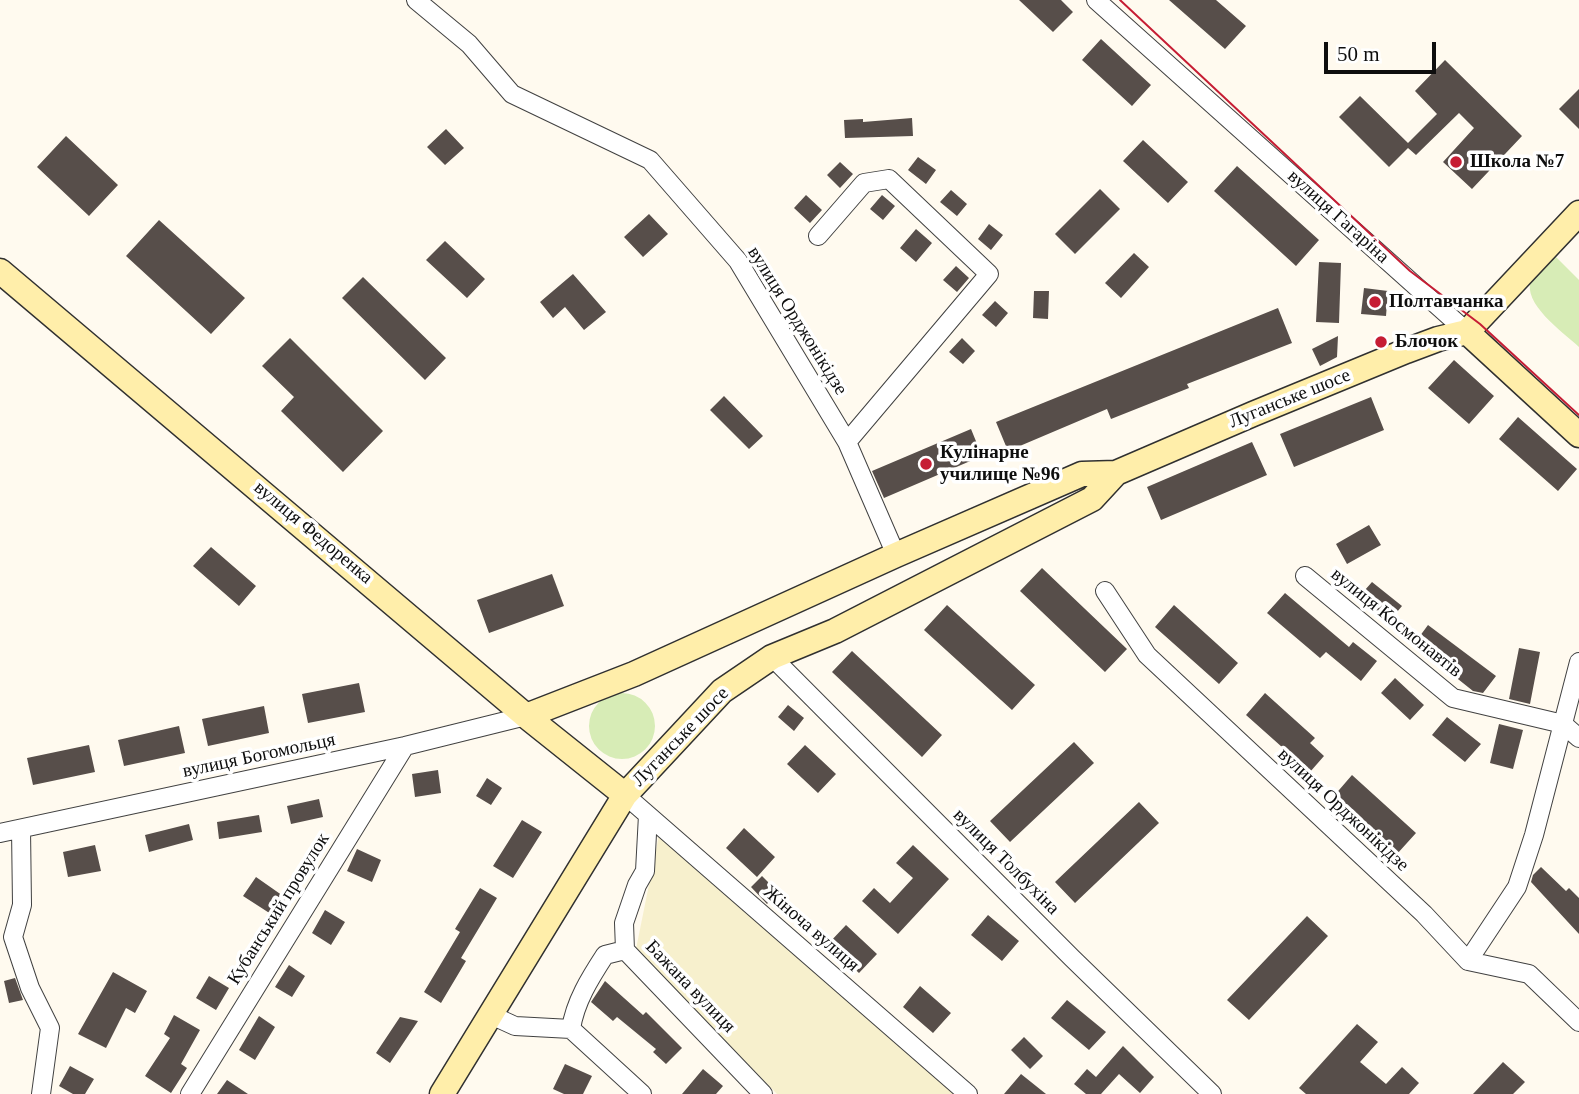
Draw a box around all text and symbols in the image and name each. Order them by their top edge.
scale bar [1327,28,1439,72]
text: 50 m [1337,42,1380,66]
place label: Школа №7 [1470,151,1564,173]
marker: Школа №7 [1448,154,1464,170]
street label: вулиця Гагаріна [1282,165,1394,269]
street label: вулиця Орджонікідзе [742,243,852,399]
place label: Полтавчанка [1389,291,1504,313]
marker: Полтавчанка [1367,294,1383,310]
place label: Блочок [1395,331,1458,353]
marker: Блочок [1373,334,1389,350]
street label: Луганське шосе [1226,364,1354,434]
place label: Кулінарне училище №96 [940,442,1060,486]
marker: Кулінарне училище №96 [918,456,934,472]
street label: вулиця Федоренка [249,477,377,589]
street label: вулиця Космонавтів [1326,563,1466,683]
street label: Луганське шосе [628,683,734,791]
street label: вулиця Богомольця [181,729,337,783]
street label: вулиця Орджонікідзе [1273,743,1413,877]
street label: вулиця Толбухіна [948,804,1064,920]
street label: Кубанський провулок [223,829,335,989]
street label: Жіноча вулиця [758,881,864,977]
street label: Бажана вулиця [640,936,740,1038]

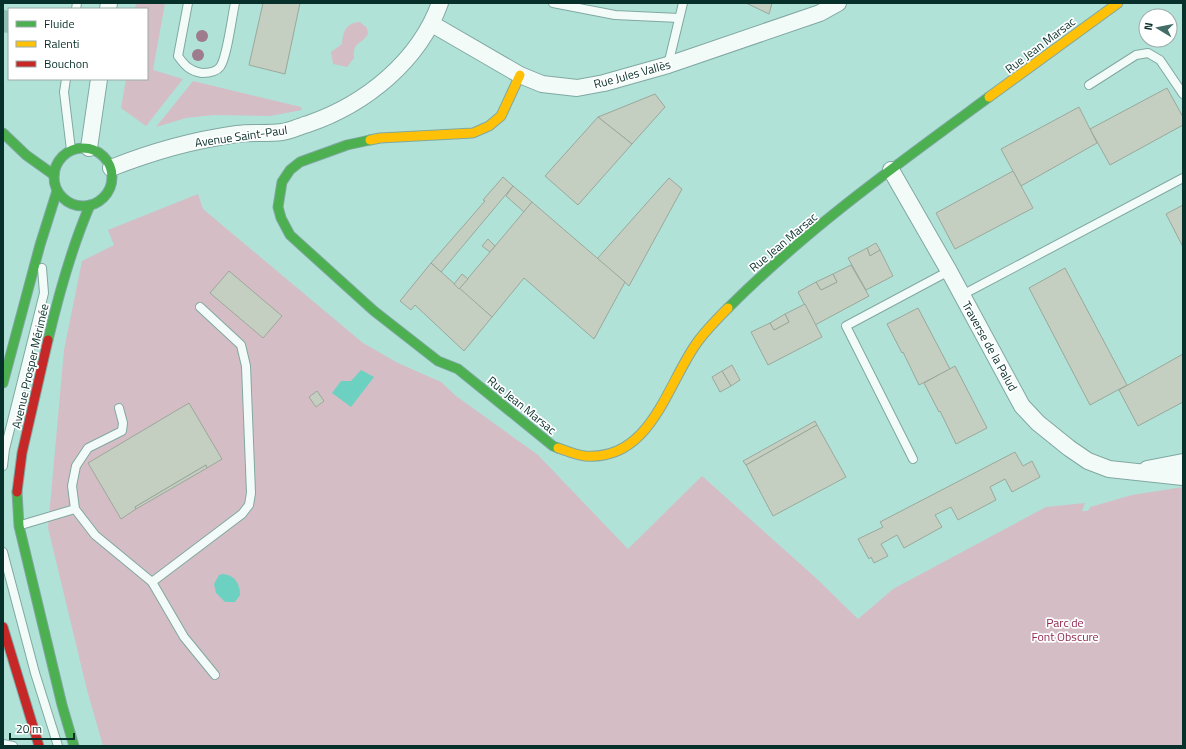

---+---

**TASK STATEMENT**. From the listing, reproduce every line where the word "marker" is present.

**SOLUTION TO THE PROBLEM**.
marker: Школа №7 [1448,154,1464,170]
marker: Полтавчанка [1367,294,1383,310]
marker: Блочок [1373,334,1389,350]
marker: Кулінарне училище №96 [918,456,934,472]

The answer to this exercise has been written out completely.